With these thoughts in mind let us turn to the New Testament to see what is said there. In I Corinthians 9:20 we read, "And unto the Jews I became as a Jew, that I might gain the Jews..." So it is then that when Paul started out with a young Jew named Timothy to work among the Jews he took "and circumcised him because of the Jews which were in those quarters..." (Acts 16:3). On the other hand, when he took a young Gentile named Titus with him he refused. "But neither Titus, who was with me, being a Greek, was compelled to be circumcised. And that because of false brethren unawares brought in, who came in privily to spy out our liberty which we have in Christ Jesus, that they might bring us into bondage; to whom we gave place by subjection, no, not for an hour..." (Galatians 2:3-5). How then are we going to reconcile these differences in Paul's action?

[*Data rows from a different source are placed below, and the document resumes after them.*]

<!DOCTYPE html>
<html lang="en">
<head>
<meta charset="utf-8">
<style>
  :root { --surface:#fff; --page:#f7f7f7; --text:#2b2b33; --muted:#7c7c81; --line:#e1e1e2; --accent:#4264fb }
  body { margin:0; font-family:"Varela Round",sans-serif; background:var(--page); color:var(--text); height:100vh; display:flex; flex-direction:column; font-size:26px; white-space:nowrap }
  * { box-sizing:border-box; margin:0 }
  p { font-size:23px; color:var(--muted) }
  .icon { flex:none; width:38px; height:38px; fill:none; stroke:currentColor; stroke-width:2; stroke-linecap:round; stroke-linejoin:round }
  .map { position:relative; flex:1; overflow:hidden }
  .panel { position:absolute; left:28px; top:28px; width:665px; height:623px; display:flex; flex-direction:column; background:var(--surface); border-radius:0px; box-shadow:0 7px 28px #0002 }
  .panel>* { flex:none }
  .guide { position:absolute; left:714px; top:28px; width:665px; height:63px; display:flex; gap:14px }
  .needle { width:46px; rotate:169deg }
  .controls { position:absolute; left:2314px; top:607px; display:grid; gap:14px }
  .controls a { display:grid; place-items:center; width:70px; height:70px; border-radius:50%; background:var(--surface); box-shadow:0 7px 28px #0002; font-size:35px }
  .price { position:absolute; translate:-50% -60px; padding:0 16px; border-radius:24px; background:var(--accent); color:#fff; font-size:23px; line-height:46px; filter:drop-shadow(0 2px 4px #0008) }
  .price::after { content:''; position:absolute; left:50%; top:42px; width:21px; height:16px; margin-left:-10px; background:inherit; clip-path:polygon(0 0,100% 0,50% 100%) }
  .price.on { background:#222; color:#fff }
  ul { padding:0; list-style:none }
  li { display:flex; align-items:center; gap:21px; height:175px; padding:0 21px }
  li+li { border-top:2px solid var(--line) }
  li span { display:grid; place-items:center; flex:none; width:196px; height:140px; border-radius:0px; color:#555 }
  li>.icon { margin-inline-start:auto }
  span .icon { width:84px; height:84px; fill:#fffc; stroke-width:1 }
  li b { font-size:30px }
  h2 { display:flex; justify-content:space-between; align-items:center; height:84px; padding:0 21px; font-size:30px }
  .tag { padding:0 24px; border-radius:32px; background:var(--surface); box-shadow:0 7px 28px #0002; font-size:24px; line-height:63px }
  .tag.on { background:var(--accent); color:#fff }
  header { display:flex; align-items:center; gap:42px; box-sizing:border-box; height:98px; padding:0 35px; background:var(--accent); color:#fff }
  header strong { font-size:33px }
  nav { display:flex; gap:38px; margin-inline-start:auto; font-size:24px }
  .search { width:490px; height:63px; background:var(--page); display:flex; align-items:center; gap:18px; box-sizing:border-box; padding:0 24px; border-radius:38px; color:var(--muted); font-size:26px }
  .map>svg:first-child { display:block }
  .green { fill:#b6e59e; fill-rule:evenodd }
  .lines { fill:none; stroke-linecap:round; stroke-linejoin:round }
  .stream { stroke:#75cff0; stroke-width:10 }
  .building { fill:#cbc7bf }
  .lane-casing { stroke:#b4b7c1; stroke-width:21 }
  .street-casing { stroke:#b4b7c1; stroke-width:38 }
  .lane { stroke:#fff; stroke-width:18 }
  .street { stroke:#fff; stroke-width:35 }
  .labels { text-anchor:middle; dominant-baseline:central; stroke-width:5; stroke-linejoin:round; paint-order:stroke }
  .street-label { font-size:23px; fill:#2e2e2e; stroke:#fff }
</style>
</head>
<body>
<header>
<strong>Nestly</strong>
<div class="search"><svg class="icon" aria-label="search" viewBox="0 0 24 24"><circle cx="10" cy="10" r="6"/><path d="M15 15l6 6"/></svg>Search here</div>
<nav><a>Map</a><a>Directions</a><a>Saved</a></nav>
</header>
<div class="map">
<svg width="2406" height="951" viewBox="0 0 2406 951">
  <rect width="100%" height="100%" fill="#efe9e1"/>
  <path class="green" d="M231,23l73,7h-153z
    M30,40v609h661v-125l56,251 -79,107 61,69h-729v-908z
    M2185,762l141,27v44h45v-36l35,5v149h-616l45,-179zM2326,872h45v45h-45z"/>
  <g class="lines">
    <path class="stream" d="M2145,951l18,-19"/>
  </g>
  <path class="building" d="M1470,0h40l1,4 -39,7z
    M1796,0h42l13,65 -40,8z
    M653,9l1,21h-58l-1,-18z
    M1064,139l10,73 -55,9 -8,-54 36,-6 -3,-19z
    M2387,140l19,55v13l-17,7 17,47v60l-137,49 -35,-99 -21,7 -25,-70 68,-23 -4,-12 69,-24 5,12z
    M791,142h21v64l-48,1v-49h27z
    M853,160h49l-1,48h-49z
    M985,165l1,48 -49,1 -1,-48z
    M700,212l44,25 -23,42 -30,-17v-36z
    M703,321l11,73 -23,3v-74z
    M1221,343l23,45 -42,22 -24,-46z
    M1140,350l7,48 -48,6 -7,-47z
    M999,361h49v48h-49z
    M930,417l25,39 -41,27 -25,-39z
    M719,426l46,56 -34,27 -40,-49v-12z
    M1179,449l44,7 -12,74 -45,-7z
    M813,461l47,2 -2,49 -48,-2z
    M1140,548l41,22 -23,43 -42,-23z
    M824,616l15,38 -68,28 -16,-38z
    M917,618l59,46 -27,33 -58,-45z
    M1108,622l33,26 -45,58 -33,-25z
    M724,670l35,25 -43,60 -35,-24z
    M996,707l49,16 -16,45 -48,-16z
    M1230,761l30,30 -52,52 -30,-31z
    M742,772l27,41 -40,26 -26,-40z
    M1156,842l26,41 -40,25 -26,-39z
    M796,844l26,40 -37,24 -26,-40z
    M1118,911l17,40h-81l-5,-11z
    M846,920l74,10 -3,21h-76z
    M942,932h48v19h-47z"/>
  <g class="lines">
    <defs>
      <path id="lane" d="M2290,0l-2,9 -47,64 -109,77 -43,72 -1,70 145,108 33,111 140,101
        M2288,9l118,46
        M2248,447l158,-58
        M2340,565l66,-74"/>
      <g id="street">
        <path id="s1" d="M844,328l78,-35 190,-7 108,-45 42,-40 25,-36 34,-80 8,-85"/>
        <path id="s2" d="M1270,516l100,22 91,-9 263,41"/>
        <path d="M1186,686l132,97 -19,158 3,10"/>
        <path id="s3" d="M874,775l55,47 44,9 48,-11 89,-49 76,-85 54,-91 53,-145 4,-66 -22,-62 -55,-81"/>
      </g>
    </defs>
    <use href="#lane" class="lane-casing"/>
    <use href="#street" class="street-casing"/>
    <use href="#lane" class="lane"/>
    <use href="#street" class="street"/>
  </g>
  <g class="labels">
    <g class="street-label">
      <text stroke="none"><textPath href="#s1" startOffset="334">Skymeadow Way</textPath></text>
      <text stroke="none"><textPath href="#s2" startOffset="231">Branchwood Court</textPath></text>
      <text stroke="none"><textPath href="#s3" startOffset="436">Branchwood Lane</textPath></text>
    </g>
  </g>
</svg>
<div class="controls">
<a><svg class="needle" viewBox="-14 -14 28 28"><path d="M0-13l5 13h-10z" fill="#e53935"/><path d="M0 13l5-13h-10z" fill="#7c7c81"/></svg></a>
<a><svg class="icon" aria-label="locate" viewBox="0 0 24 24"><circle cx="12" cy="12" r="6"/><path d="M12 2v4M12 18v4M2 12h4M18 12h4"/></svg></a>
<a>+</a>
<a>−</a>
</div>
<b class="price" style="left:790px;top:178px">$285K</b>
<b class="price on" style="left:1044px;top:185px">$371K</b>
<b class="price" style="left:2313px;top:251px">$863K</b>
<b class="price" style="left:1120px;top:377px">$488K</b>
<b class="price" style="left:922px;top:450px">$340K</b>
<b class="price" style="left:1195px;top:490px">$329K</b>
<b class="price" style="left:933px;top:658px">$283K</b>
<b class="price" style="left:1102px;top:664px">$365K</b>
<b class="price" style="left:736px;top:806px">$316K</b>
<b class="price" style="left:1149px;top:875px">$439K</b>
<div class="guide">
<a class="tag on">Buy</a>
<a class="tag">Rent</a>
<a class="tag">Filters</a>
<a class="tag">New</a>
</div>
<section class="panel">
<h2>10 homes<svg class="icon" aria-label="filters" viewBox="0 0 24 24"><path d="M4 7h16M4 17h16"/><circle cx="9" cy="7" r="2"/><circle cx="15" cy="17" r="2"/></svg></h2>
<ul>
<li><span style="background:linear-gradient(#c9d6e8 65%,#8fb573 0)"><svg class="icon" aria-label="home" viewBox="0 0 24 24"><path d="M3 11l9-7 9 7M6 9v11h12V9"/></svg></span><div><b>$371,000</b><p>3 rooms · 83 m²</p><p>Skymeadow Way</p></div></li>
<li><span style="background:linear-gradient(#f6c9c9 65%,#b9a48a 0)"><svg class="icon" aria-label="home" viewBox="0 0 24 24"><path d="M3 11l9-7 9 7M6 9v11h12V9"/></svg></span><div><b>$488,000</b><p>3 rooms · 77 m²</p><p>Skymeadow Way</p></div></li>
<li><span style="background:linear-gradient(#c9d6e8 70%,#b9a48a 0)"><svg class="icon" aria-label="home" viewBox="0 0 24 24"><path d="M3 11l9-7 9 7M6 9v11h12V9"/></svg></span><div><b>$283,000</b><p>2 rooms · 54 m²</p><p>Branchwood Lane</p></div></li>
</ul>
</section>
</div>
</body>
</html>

In the mind of the apostle Paul circumcision was no longer of any religious significance but was merely a custom to observe if one so chose. He expressed it in these words: "Circumcision is nothing, and uncircumcision is nothing" (I Corinthians 7:19). Thus he had Timothy circumcised to observe the custom of the day. But when certain false brethren tried to apply it as a religious obligation upon Titus, he refused.

It is in this way that the apostle became a Jew to the Jews and a Gentile to the Gentiles. Paul knew that to observe such matters, that within themselves were not wrong, was one way in which he might gain the favor of others, and hopefully to lead them to Christ. To assume a position saying it was wrong to be circumcised at all times would have driven the Jews even further from the gospel. With the same attitude we need to approach Christmas. To take an extreme position that it is wrong to exchange presents, have a tree, etc., is to drive people from the truth. People in the world think we hold many unusual views already without having to accept unnecessary views. (Now, don't misinterpret these last several sentences and say that I am suggesting "giving in" or compromising with error. Of course, we must "obey God rather than men," but let us not bind what God has not. Read what I have said carefully and honestly, and make an effort to see my point). But if there were some who would make you observe it as a religious holy day, then, like Paul with Titus, we would have to refuse. A tree and presents within themselves are not wrong: it is the attaching of a religious significance to it. When we do not attach this religious element then we can observe it as we would any other civil holiday.

Let us point out some other passages. Read I Corinthians 10:23-33. Paul says that if we are invited by an unbeliever to a feast and we want to go, go! Do not worry or inquire as to whether the meat is from an idol sacrifice for to the Christian it makes no difference. But if one comes telling you it is such meat and by your eating you are showing agreement with idol worship then you must not eat. In other words, as long as there is no religious attachment — eat!

Jesus is often condemning the Jews for their washing of hands and human traditions (Matthew 15:1-9; Mark 7:1-13; Luke 11:37-39). But why did he condemn them? It was because they made them a religious responsibility. Surely no one would say that washing of hands and human tradition within themselves are wrong. We have many family and national traditions that are not wrong but it would be if we bound it upon the church to observe as a religious ordinance.

And, if this is not enough to make you think then try figuring out Paul's behavior in Acts 21:17-26. In this reference James and the elders tell Paul to purify himself so the law-keeping brethren might know that Paul keeps the the law. This Paul does! Now play with that one for awhile.

Finally, we would like to ask that if you think it is wrong to observe such, then why do you allow your boss to give you a day off work, perhaps a day with pay and perhaps even a Christmas bonus? Is this not token observance if you take the extreme view?